Needless to say that no good can come from the same place being of exceptional importance – critical actually – to two religions whose political manifestations appear to be at war with each other. And since Israel captured this land during the 1967 war, each side feels particularly strongly about who should control this site. I won’t even go into the significance of these sites to Christians, because at this moment, they are not a part of the fundamental struggle that embraces the Arab-Israeli hostilities over possession of this holy area.

So what just slipped past us in the Sunday news, while we were paying so much attention to the “main conflicts” in Iraq, Pakistan, Afghanistan and the battle over whether or not Iran has nuclear weapons? The October 25th New York Times: “The [Israeli] police said that their forces had entered the Temple Mount compound twice after Palestinians hurled rocks at officers patrolling there, and that they dispersed rioters with stun grenades… Palestinian medics at the scene said at least 17 Muslims were wounded. Nine police officers were slightly hurt by rocks, a police spokesman said… The Israeli police chief, David Cohen, said the disturbances were precipitated by calls from right-wing Jewish activists and an Islamist group, the Islamic Movement, for their supporters to ascend the mount on Sunday… Anticipating violence, hundreds of riot police officers took up positions in and around the Old City, prompting Muslims to accuse Israel of provocation.”

The Arab press supported Palestinian claims that they were protecting this holy Islamic site from “Jewish settlers” bent on further encroachment into Arab lands; right wing Jews wondered why the government even tolerated Muslim worshipers in their sacred site.

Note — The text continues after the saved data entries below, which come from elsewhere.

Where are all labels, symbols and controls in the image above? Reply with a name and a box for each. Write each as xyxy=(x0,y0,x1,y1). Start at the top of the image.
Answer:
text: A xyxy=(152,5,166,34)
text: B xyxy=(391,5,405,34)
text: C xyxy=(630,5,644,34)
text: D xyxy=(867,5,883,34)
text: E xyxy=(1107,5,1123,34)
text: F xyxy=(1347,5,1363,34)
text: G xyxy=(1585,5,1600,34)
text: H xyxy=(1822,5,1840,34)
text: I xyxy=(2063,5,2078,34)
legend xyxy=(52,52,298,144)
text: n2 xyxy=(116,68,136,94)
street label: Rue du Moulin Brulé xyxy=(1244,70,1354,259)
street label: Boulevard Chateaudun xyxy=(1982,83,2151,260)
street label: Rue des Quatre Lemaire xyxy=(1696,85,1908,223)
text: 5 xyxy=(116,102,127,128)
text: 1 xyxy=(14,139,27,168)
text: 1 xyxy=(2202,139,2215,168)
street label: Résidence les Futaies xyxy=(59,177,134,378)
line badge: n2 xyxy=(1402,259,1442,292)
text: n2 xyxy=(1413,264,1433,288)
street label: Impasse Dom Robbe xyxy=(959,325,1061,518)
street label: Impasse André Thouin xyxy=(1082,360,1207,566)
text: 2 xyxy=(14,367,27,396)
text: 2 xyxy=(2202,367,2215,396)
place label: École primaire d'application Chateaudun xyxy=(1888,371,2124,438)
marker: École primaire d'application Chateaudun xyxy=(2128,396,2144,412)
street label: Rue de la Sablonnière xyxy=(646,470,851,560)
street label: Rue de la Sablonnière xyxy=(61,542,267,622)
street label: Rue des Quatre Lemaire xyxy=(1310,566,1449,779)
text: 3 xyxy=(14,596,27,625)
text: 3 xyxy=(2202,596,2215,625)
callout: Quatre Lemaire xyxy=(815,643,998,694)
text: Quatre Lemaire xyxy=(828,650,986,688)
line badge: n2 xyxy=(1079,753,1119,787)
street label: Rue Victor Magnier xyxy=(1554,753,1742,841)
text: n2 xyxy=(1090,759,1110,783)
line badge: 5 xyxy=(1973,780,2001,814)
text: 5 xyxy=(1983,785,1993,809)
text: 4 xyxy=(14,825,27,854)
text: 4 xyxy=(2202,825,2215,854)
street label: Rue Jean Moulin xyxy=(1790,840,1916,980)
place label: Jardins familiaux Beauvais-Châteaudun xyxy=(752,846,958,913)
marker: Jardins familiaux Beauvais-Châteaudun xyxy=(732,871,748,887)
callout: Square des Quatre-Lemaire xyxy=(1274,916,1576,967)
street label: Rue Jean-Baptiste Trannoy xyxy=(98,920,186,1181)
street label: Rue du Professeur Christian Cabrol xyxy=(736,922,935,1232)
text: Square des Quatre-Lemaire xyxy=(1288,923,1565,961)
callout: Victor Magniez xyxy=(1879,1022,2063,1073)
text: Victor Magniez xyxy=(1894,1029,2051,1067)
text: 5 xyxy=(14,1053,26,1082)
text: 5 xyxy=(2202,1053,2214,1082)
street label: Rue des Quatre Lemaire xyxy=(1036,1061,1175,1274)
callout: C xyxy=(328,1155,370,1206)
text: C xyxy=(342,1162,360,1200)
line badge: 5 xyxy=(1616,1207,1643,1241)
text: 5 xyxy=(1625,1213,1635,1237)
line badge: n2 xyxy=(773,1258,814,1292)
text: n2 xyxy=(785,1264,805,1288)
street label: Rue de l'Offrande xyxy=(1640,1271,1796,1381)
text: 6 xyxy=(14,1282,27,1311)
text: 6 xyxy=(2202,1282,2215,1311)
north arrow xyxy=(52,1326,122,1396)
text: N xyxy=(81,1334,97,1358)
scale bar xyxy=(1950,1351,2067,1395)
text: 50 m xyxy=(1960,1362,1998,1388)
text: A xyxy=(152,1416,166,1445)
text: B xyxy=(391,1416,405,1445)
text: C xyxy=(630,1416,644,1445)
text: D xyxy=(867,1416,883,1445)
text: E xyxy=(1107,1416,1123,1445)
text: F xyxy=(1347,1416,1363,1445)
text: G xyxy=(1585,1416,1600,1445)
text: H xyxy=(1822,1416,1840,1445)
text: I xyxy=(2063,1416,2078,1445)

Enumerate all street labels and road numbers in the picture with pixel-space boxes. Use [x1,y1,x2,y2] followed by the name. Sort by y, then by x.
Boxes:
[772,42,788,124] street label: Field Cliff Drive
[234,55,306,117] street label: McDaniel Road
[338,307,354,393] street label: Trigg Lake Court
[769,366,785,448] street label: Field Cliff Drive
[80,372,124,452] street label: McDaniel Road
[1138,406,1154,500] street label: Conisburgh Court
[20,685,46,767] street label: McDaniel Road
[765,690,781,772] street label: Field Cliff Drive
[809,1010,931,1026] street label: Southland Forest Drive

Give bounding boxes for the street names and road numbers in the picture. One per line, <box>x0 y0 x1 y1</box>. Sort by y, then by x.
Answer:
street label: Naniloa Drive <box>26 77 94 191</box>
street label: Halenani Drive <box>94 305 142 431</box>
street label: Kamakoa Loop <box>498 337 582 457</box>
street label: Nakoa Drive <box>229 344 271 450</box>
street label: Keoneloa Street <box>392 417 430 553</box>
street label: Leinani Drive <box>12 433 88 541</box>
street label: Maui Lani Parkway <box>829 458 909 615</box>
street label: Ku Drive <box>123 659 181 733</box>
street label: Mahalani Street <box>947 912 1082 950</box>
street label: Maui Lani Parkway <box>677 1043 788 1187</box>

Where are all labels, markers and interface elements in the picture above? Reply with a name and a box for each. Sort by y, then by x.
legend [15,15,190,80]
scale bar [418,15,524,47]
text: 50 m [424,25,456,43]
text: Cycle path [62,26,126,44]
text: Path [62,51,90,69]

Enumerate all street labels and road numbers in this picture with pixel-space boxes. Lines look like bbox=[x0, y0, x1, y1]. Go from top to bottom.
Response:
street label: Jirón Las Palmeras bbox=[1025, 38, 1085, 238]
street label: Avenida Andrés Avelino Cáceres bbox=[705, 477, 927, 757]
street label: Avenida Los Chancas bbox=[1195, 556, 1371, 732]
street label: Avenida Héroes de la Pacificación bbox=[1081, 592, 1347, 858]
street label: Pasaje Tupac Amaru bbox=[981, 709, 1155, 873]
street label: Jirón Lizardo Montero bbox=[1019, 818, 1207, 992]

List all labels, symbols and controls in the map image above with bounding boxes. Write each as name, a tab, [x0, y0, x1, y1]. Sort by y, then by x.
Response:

As new Jewish settlements are permitted, perhaps even encouraged, within the mostly-Arab West Bank by the Israeli government, it is difficult to see how President Obama’s efforts at untangling the West Bank as a Palestinian “state” could find a path to implementation. But even if those concessions could be worked out, would Muslims and Jews ever accept that the Temple Mount/Nobel Sanctuary could ever be shared on any basis, even if controlled by a thoroughly neutral party? And without resolution in this volatile area, is peaceful co-existence between Western nations and the Muslim world remotely possible?

I’m Peter Dekom, and yes, I do lose sleep over these issues.